大阪に誕生した「世界初のアンドロイドと音楽のラボラトリー」の可能性 :連載「MASSIVE LIFE FLOW——渋谷慶一郎がいま考えていること」第6回

領域を横断しながら変化し続け、新しい音を紡ぎ続ける稀代の音楽家、渋谷慶一郎。そんな渋谷に密着し、その思考の軌跡や、見据える「この先」を探る連載「MASSIVE LIFE FLOW」。第6回では、今年4月に大阪芸術大学アートサイエンス学科内に開所した「Android and Music Science Laboratory」(アンドロイド・アンド・ミュージック・サイエンス・ラボラトリー)の開所記念イベントのレポートをお届けする。

同ラボラトリーの開所に際して渋谷は同学科の客員教授に就任。これまでの作品のコラボレーターであるロボット研究者・石黒浩、電子音楽家・今井慎太郎とともに、アンドロイドと音楽をめぐるさまざまなプロジェクトを同ラボラトリーにおいて展開していくという。「世界初の音楽とアンドロイドのラボラトリー」の実態と可能性に迫る。

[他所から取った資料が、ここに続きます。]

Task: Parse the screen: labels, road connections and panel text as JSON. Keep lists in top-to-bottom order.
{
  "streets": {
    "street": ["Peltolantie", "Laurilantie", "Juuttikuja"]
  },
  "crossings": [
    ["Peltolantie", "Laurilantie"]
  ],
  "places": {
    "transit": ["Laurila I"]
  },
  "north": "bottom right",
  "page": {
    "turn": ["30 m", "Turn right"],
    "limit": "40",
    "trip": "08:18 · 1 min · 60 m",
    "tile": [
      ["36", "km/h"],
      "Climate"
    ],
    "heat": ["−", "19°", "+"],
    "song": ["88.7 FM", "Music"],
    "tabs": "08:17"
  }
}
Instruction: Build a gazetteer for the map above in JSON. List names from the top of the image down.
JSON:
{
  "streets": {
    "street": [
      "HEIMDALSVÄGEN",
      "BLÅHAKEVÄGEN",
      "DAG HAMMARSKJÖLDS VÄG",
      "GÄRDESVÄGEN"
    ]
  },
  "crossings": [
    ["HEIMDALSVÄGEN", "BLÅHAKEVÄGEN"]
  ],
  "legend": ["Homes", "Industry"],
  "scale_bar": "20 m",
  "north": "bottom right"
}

アート&テクノロジーの未来を照射する研究所が大阪芸大に誕生

左から:オルタ4、ロボット研究者・石黒浩、大阪芸術大学アートサイエンス学科学科長・萩田紀博、音楽家・渋谷慶一郎、電子音楽家・今井慎太郎、建築家・妹島和世 Photography Kenshu Shintsubo
左から:オルタ4、ロボット研究者・石黒浩、大阪芸術大学アートサイエンス学科学科長・萩田紀博、音楽家・渋谷慶一郎、電子音楽家・今井慎太郎、建築家・妹島和世 Photography Kenshu Shintsubo

1970年の大阪万博において、米国の前衛芸術集団のE.A.T.(Experiments in Art and Technology)がプロデュースを手掛けたペプシ館や、武満徹と宇佐美圭司が監督・演出を務めた鉄鋼館の「スペースシアター」、山口勝弘や一柳慧らが参加した三井グループ館などに代表されるように、アートとテクノロジーは1つの幸福な結実の在りようを見せ、そこで提示されたヴィジョンやアウトプットがその後のクリエイティブシーンに多大な影響を与えたことはよく知られている。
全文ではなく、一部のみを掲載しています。